## TASK
Only one stretch of the data below is wanted: the lines starting at the one with "display:grid; place-items:center; width:44px;" and ending at the one with "position:absolute; height:28px; border-radius:8px;", both included, given again exactly.

## DATA PROVIDED
┄┄┄┄┄┄┄┄┄┄┄┄┄┄┄┄┄┄┄┄
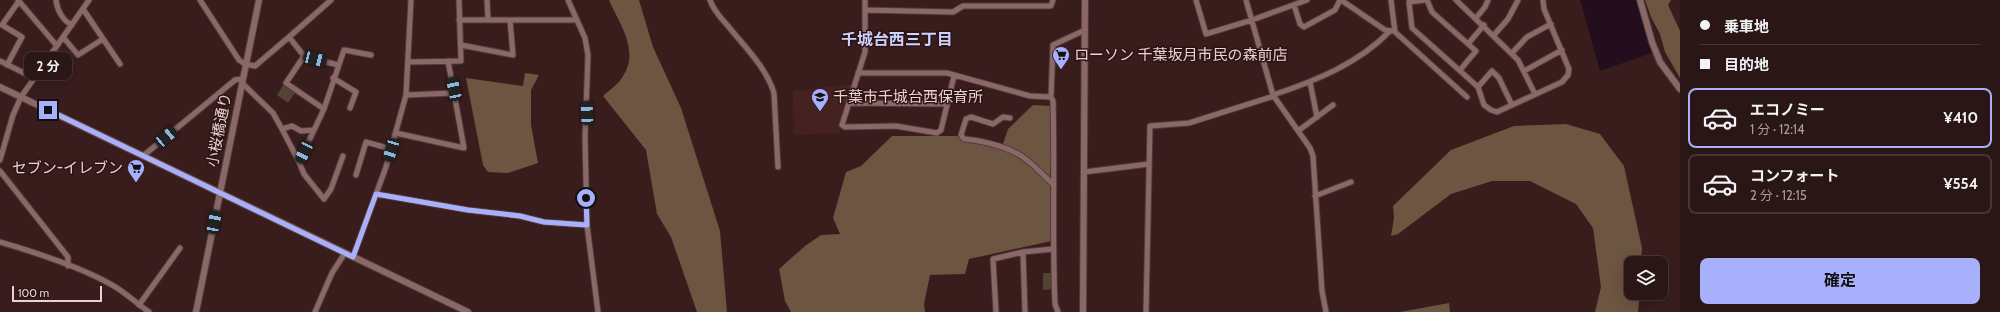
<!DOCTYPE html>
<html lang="ja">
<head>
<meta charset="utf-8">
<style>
  body { margin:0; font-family:Cabin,"Noto Sans JP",sans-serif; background:#362322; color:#f1f3f6; height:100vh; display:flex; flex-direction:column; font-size:15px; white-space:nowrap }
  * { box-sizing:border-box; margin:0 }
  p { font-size:13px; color:#a59fa0 }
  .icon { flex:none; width:22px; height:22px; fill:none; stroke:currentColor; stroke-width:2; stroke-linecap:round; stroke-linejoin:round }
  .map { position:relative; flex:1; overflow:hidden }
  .drawer { display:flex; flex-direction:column; background:#2a1615; width:320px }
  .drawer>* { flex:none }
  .hud { display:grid; align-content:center; height:88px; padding:0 20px; background:#2a1615 }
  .fabs { position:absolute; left:1624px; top:256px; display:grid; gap:8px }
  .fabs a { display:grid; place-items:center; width:44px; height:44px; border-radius:8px; background:#2a1615; box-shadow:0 4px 16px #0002,0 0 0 1px #463534; font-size:20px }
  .scale { position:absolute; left:12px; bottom:10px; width:90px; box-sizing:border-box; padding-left:4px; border:2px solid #e6d3d2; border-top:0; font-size:11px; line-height:14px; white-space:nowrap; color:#e6d3d2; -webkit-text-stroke:3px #2e1313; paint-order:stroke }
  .end { position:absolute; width:18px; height:18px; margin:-9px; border:5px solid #a8b0fc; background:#111; box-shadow:0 0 0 2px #111 }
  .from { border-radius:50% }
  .bubble { position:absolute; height:28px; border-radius:8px; background:#2a1615; box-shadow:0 4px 16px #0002,0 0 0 1px #463534; font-size:13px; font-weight:700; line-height:28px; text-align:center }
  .car { position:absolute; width:12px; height:24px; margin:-12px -6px; border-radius:5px; box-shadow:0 0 3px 1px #0007; background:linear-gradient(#222 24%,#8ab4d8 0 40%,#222 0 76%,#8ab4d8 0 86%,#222 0) }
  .hud b { display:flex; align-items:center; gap:14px; height:38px; font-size:15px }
  .hud b+b { border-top:1px solid #463534 }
  .hud i { width:10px; height:10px; background:#f1f3f6 }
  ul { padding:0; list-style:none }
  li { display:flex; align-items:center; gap:12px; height:60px; margin:0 8px 6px; padding:0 12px; border:2px solid #463534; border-radius:8px }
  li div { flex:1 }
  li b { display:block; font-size:15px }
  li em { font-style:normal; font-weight:700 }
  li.current { border-color:#a8b0fc }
  li>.icon { width:36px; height:36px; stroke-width:1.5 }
  .action { display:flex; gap:8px; margin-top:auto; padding:8px 20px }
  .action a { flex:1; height:46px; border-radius:8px; background:#a8b0fc; color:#111; font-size:16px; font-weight:700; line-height:46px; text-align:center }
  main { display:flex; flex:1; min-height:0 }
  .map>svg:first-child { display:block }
</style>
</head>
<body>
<main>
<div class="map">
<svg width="1680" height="312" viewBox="0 0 1680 312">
  <rect width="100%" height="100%" fill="#381d1c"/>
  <path fill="#452221" d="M 854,84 L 839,133 L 794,135 L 793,91 Z"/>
  <path fill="#544334" d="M 284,84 L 295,93 L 288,103 L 277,95 Z
    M 1043,273 L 1053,273 L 1053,289 L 1043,290 Z"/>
  <path fill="#6c5541" d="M 609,0 L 639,0 L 653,47 L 681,108 L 720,231 L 727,312 L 697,312 L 671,237 L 657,214 L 646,150 L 603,96 C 609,90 619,84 623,76 C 640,51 619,23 609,0 Z
    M 1645,0 L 1671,0 L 1668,5 L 1680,31 L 1680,78 L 1665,52 L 1660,34 L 1651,17 Z
    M 525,73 L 539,75 L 531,90 L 531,125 L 538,163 L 508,173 L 488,172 L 483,165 L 466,78 L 523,86 Z
    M 1033,105 L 1054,106 L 1050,178 L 1052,241 L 969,259 L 965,274 L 930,275 L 924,304 L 925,312 L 791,312 L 785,301 L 779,269 L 805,246 L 821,235 L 840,234 L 833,218 L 846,172 L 861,166 L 892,136 L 963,136 L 991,145 L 1003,144 L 1008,129 Z
    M 1566,124 L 1600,134 L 1624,166 L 1642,248 L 1641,263 L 1631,263 L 1631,293 L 1640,293 L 1638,312 L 1595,312 L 1601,287 L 1593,228 L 1576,204 L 1530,181 L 1492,181 L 1451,194 L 1398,234 L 1391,236 L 1394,218 L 1393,206 L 1451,150 L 1514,126 Z
    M 1449,303 L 1450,312 L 1400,312 Z"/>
  <path fill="#230e1d" d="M 1580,0 L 1636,0 L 1652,53 L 1600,71 Z"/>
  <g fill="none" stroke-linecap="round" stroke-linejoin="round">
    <defs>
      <path id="minor" d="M 18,0 L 57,46
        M 56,0 C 57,10 63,21 72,25
        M 200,0 L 239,60 L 245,64 L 255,66 L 289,37 L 304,56 L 338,65
        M 487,0 L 488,20
        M 568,0 L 585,38 L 588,55 L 585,137 L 587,225 L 598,312
        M 710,0 C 713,10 721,18 728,26 C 744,46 766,67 774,93 L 778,167
        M 865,0 L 865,52 L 842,125 L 845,127 L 896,126 L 937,133 L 941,130 L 954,76
        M 1196,0 L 1206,34 L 1252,20 L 1307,0
        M 1246,0 L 1273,95 L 1310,148 L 1313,156 L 1322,291 L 1326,312
        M 1341,0 L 1385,30 L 1392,31
        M 1391,0 L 1395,32 L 1467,97
        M 1425,0 L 1409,2 L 1412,28 L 1478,87 L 1484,105 L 1491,110 L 1497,112 L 1562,82 L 1568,75 L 1569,69 L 1544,9 L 1543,0
        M 1427,0 L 1432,12 L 1476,51 L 1460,70
        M 1456,0 L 1518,60 L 1535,94
        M 1294,5 L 1300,24 L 1304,27 L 1335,10 L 1340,0
        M 83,9 L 120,64
        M 865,10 L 953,12 L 963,6 L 1051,6 L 1053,0
        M 1476,18 L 1485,7 L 1488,0
        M 459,20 L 577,20
        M 1494,35 L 1508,19 L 1518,0
        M 63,37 L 78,55 L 103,39
        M 289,37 L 331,0
        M 1468,44 L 1484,25
        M 461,45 L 513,55 L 510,20
        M 1512,53 L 1527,37 L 1551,24
        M 304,56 L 286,83 L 324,109
        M 0,61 L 34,78
        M 408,62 L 461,61 L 459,0
        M 7,65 L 22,37 L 2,25 L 19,1
        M 1524,71 L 1562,50
        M 858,73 L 947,73 L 1030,96 L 1051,97 L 1053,45 L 1085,30
        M 333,78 L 356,92 L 350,108
        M 1310,82 L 1317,117
        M 242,83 L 273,113 L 282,129
        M 1478,87 L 1492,71 L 1499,78 L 1512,105
        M 406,95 L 454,93 L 448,61
        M 1273,95 C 1315,81 1358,64 1390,31
        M 1051,97 L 1053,101 C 1055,169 1052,236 1055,304 L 1058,312
        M 849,103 L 947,104
        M 1010,118 L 1003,117 L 993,124 L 971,117 L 966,119 L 961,135 L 964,139 C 984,141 1012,147 1028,161 C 1037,168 1045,177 1053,184
        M 1298,131 L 1333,105
        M 396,133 L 464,148 L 454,93
        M 143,156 L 235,80 L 242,79
        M 343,156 L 331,189 L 324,199 L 304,174 L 299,162 L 324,109 L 344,50 L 371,55
        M 0,160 L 13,115 L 21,97 L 89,0
        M 299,162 L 282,129 L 292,126 L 301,131 L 314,130
        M 0,171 L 68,257 L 68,266
        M 1084,172 L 1149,164
        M 356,175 L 366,142 L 391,149
        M 376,194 L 468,210 L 520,216 L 544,222 L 587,225
        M 1315,196 L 1351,182
        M 0,242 C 34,252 81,267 112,285 C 125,292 136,303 149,312
        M 1023,252 L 1025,312
        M 353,257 L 386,167 L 406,95 L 411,0
        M 139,305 L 180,248
        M 315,312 L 332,273 L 345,253
        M 996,312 L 993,259 L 1023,252 L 1053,249
        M 1146,312 L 1150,126 L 1189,123 L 1274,96"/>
      <path id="tertiary" d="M 1640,0 L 1652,42 L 1660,62 L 1680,89
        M 0,87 L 468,312
        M 196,312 L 259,0
        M 1083,312 L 1085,0"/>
    </defs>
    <use href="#minor" stroke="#523b3c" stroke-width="7"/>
    <use href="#tertiary" stroke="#523b3c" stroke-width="8"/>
    <use href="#minor" stroke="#8a6867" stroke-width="5"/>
    <use href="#tertiary" stroke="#8a6867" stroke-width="6"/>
  </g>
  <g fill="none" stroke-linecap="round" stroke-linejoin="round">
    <path stroke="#a8b0fc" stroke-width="5" d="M 48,110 L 353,257 L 376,194 L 468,210 L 520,216 L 544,222 L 587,225 L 586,198"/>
  </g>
  <defs>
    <symbol id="supermarket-pin" viewBox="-11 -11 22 30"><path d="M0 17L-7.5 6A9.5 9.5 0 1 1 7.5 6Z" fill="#a8b0fc" stroke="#2e1313"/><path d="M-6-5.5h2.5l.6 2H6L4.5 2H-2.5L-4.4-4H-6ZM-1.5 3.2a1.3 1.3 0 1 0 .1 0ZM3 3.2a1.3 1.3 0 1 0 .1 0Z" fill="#111"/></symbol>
    <symbol id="school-pin" viewBox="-11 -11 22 30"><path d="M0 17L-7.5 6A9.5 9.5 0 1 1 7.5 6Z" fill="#a8b0fc" stroke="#2e1313"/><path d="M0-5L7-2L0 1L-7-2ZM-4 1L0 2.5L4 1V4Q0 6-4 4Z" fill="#111"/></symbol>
  </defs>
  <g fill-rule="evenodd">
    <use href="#supermarket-pin" x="1051" y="45" width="20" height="27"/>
    <use href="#school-pin" x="810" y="87" width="20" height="27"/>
    <use href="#supermarket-pin" x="126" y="158" width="20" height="27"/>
  </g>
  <g text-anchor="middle" stroke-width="3" stroke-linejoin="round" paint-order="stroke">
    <g font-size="15" fill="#e6d3d2" stroke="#2e1313" text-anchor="start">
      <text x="1074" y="60">ローソン 千葉坂月市民の森前店</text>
      <text x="833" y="102">千葉市千城台西保育所</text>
      <text x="123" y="173" text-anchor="end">セブン-イレブン</text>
    </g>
    <g font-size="15" fill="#e6d3d2" stroke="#2e1313">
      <text transform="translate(219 130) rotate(-79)" y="5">小桜橋通り</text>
    </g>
    <g font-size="16" font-weight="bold" fill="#ccd2fe" stroke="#2e1313">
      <text x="897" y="45">千城台西三丁目</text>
    </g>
  </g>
</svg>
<div class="fabs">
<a><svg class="icon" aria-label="layers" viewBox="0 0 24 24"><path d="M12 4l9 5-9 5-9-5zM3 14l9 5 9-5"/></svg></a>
</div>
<div class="scale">100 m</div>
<i class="end from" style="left:586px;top:198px"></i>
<i class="end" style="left:48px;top:110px"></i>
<div class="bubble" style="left:24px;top:52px;width:48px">2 分</div>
<i class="car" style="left:315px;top:59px;rotate:104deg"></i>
<i class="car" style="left:454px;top:89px;rotate:348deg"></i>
<i class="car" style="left:587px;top:113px;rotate:358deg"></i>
<i class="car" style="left:166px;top:137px;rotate:50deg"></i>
<i class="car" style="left:391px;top:150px;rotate:197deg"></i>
<i class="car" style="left:304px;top:152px;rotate:206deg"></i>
<i class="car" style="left:214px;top:222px;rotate:11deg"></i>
</div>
<section class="drawer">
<div class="hud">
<b><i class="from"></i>乗車地</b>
<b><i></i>目的地</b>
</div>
<ul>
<li class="current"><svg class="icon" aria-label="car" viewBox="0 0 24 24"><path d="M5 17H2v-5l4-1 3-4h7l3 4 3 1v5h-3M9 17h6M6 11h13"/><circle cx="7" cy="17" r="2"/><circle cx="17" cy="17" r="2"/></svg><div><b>エコノミー</b><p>1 分 · 12:14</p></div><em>¥410</em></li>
<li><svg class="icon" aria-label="car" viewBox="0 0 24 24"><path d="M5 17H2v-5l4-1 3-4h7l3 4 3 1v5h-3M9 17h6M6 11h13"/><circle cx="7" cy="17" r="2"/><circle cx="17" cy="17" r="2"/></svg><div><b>コンフォート</b><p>2 分 · 12:15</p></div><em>¥554</em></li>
</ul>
<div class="action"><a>確定</a></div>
</section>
</main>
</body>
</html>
┄┄┄┄┄┄┄┄┄┄┄┄┄┄┄┄┄┄┄┄
## REPLY
  .fabs a { display:grid; place-items:center; width:44px; height:44px; border-radius:8px; background:#2a1615; box-shadow:0 4px 16px #0002,0 0 0 1px #463534; font-size:20px }
  .scale { position:absolute; left:12px; bottom:10px; width:90px; box-sizing:border-box; padding-left:4px; border:2px solid #e6d3d2; border-top:0; font-size:11px; line-height:14px; white-space:nowrap; color:#e6d3d2; -webkit-text-stroke:3px #2e1313; paint-order:stroke }
  .end { position:absolute; width:18px; height:18px; margin:-9px; border:5px solid #a8b0fc; background:#111; box-shadow:0 0 0 2px #111 }
  .from { border-radius:50% }
  .bubble { position:absolute; height:28px; border-radius:8px; background:#2a1615; box-shadow:0 4px 16px #0002,0 0 0 1px #463534; font-size:13px; font-weight:700; line-height:28px; text-align:center }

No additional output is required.